Example prompts: Import PGS000001 for GRCh38. Import this local scoring file for GRCh37.
Result semantics: Creates a local cache of variant weights and manifest metadata. The default genome_build is GRCh38 when omitted and is disclosed in defaults_applied.
List polygenic scores available locally for use without reading Active Genome Index.
Use when: The user asks which polygenic scores are available locally.
Why necessary: Knowing which scores are already available locally helps the agent pick a matching genome build and avoid re-fetching.
Not for: Calculating personal PRS values; use prs.calculate_score after approval.
Example prompts: Which PRS scores are imported locally?
Result semantics: Lists local score-cache metadata only; it does not read Active Genome Index.
Search public PGS Catalog score metadata by trait, score ID, EFO term, or free-text query without reading Active Genome Index.
Use when: The user asks which published PGS/PRS scores exist for a trait or provides a PGS Catalog score ID.

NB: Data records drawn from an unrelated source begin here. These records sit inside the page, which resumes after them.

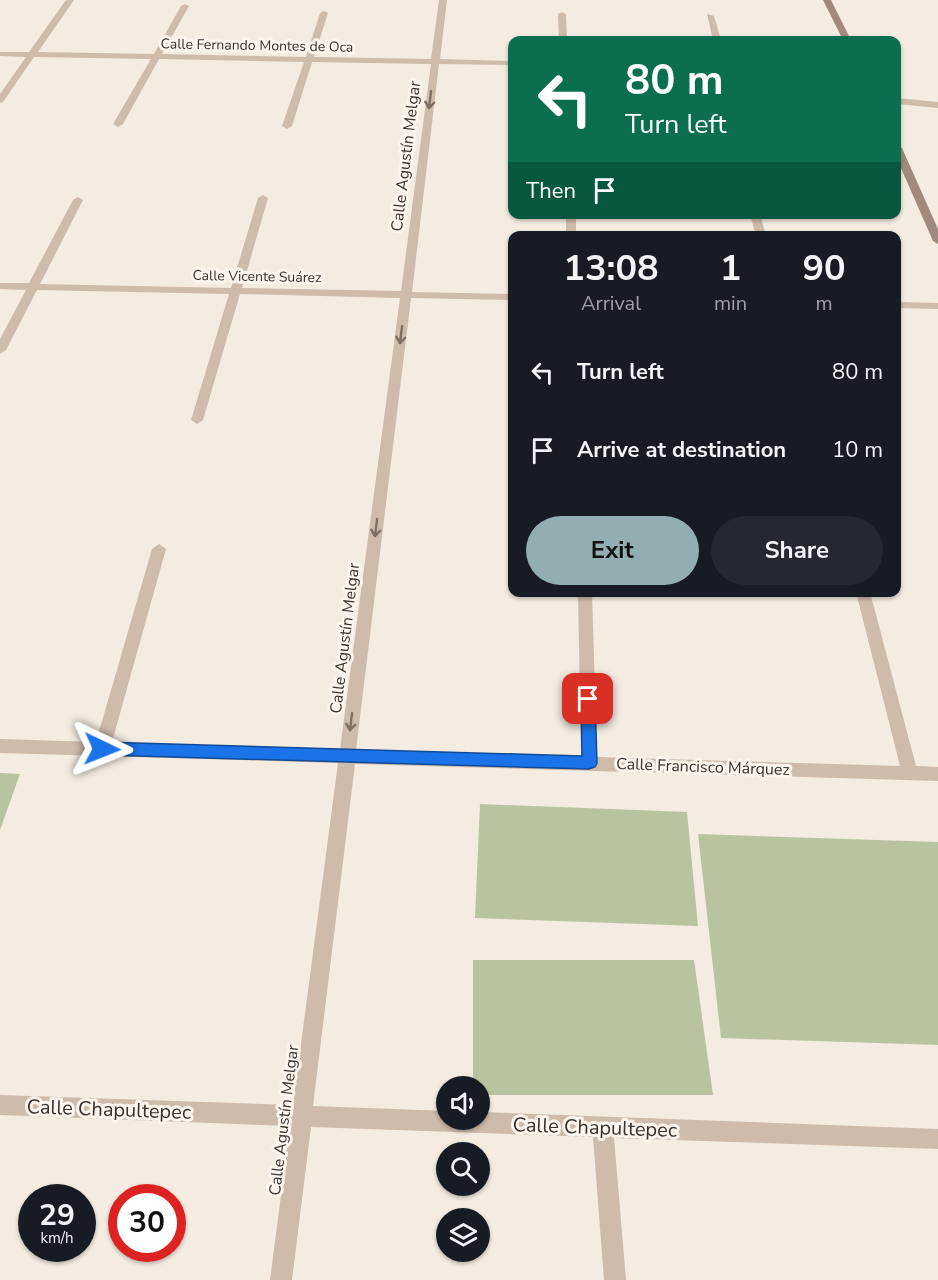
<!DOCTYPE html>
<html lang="en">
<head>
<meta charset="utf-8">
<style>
	:root { --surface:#171b24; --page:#242831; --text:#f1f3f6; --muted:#9ea1a6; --accent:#92aeb2 }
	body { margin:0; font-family:"Nunito Sans",sans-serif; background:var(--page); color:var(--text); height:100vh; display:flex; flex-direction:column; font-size:22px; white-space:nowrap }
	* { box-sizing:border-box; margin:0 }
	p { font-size:20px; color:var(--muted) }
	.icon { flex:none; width:33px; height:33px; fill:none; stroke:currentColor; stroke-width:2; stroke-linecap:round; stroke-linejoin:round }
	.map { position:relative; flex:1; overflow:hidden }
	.drawer { position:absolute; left:508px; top:231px; width:393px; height:366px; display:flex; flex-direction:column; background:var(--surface); border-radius:12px; box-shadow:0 2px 4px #0004 }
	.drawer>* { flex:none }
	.guide { position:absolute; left:508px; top:36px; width:393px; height:183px; border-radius:12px; box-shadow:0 2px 4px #0004; background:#0b6e4f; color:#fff; overflow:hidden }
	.tools { position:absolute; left:436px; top:1076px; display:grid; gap:12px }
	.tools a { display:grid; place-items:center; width:54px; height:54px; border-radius:50%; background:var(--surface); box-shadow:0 2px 4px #0004; font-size:30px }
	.speed { position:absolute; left:18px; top:1184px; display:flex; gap:12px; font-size:30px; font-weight:700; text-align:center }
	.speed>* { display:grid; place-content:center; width:78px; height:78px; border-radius:50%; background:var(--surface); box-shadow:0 2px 4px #0004; line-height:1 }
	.speed small { font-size:15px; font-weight:400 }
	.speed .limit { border:9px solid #d22; background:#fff; color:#111 }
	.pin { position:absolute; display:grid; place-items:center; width:51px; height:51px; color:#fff; margin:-26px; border-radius:12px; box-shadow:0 3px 9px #0006 }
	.me { position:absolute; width:66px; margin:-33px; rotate:92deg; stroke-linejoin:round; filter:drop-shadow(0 0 4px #0008) }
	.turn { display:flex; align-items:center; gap:21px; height:126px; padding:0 18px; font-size:27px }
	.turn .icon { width:78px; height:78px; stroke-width:2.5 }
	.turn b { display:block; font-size:42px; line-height:51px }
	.then { display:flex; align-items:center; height:57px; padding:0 18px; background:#0003; gap:12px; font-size:22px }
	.eta { display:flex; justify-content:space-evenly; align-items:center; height:102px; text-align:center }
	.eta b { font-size:36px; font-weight:700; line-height:42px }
	.button { display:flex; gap:12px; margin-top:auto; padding:12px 18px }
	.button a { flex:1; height:69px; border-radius:36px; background:var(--accent); color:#111; font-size:24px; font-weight:700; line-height:69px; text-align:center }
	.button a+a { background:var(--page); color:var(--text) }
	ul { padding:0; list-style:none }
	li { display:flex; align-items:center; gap:18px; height:78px; padding:0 18px }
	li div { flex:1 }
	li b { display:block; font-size:22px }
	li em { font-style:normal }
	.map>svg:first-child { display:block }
	.green { fill:#b8c4a0 }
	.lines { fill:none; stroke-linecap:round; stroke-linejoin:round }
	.street { fill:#cdbbac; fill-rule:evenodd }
	.secondary { fill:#a18a7d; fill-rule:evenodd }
	.oneway { stroke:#7d6f65 }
	.route { fill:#1a73e8; stroke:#114b97; stroke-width:1.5 }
	.labels { text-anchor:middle; stroke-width:6; stroke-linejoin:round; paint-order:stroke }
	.far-street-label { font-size:14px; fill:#3b302b; stroke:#fbf5ee }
	.street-label { font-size:16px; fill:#3b302b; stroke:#fbf5ee }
	.near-street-label { font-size:20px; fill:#3b302b; stroke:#fbf5ee }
</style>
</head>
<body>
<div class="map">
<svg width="938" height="1280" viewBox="0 0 938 1280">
	<rect width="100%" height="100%" fill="#f4ebe1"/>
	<g class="green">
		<path d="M0,773L20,774L0,830Z"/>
		<path d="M480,804L687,812L698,926L475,918Z"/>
		<path d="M698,834L938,842V1045L721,1038Z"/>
		<path d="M473,960H694L713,1095H480V1086H473Z"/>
	</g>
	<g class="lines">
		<g class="street">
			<path d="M66,0H74L38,52L154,54L181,6L185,4L189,6L162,54L306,57L320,13L324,11L328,13L314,57L431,59L439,0H447L440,59L513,61V65L439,64L412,292L513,294V300L411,298L356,750L581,756L578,592H592L597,757L900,766L856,592H870L916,766L938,767V781L355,764L313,1106L447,1111V1119H480V1112L938,1129V1149L614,1138L626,1280H604L593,1137L311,1127L292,1280H270L290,1126L0,1115V1095L293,1105L338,763L0,753V739L96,742L152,549L159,544L166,549L112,742L340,749L400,298L240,294L203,420L197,424L191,420L229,294L37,290L6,350L0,354V339L26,290L0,289V283H29L73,200L78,197L83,200L40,284L231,288L258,198L263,195L268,198L242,288L401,291L431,64L312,62L292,126L287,129L282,126L304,62L159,59L123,124L118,127L113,124L151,59L34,57L3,102L0,103V94L26,57L0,56V52H29Z"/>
			<path d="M562,12L566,14L567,40H559L558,14Z"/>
			<path d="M707,14L714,16L721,40H713Z"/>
			<path d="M897,98L938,102V108L897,104Z"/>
			<rect x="566" y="214" width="10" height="22"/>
			<path d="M756,215L761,218L766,236H756L751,218Z"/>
			<path d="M897,302L938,303V309L897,308Z"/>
		</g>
		<g class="secondary">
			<path d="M823,0H831L851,40H843Z"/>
			<path d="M897,145L902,148L938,229V244L933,241L897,159Z"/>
		</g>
	</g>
	<defs><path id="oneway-shaft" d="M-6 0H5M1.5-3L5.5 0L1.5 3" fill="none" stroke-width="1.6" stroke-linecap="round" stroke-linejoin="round" transform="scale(1.5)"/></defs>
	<g class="oneway">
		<use href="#oneway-shaft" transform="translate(430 100) rotate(97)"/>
		<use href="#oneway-shaft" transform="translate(401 335) rotate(97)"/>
		<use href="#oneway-shaft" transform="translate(376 528) rotate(97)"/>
		<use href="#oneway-shaft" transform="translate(351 722) rotate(97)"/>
	</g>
	<path class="route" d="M588,693L593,695L595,699L597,763L595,767L589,769L102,755L97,753L95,749L97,744L102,742L582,756L581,699L583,695Z"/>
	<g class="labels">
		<g class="far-street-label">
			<text transform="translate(257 45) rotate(1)" y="5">Calle Fernando Montes de Oca</text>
			<text transform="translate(257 276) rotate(1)" y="5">Calle Vicente Suárez</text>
		</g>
		<g class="street-label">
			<text transform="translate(405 156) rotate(-83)" y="6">Calle Agustín Melgar</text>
			<text transform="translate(344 638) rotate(-83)" y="6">Calle Agustín Melgar</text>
			<text transform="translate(703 766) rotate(2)" y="6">Calle Francisco Márquez</text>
			<text transform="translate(283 1120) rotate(-83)" y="6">Calle Agustín Melgar</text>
		</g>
		<g class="near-street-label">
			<text transform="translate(109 1109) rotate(2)" y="7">Calle Chapultepec</text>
			<text transform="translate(595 1127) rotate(2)" y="7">Calle Chapultepec</text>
		</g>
	</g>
</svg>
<div class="tools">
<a><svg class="icon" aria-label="sound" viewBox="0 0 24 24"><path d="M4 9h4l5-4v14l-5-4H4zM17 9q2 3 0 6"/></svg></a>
<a><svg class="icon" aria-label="search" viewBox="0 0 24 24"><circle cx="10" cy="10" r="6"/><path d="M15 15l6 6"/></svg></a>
<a><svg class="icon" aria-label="layers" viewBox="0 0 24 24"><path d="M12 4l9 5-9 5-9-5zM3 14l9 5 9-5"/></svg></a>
</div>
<div class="speed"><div>29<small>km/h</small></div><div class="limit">30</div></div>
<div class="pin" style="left:588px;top:699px;background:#d93025"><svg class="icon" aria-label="arrive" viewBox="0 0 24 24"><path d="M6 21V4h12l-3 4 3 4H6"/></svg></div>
<svg class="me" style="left:102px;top:749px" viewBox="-20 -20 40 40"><path d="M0-17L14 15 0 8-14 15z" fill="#1a73e8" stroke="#fff" stroke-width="4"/></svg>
<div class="guide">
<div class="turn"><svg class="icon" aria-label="left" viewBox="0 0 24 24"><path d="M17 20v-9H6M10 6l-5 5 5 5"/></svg><div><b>80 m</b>Turn left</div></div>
<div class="then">Then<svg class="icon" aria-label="arrive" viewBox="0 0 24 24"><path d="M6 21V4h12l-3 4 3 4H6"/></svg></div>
</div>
<section class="drawer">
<div class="eta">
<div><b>13:08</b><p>Arrival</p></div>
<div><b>1</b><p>min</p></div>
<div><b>90</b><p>m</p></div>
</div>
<ul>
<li><svg class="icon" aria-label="left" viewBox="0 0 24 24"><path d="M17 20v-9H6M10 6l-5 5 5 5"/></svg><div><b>Turn left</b></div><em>80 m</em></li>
<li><svg class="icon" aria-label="arrive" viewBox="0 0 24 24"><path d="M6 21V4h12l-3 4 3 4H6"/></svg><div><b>Arrive at destination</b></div><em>10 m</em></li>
</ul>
<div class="button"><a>Exit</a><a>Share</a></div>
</section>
</div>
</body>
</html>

Why necessary: Score selection is source-specific and must expose trait, build, variant count, publication, evaluation, and licensing context before using a score on Active Genome Index.
Not for: Reading or scoring a user's genome; pass the chosen pgs_id to prs.calculate_score after Active Genome Index access approval. Training a new PRS from GWAS summary statistics.
Example prompts: Find PGS Catalog scores for coronary artery disease. What is PGS000001?
Result semantics: Returns public score candidates and source metadata only; it does not read Active Genome Index.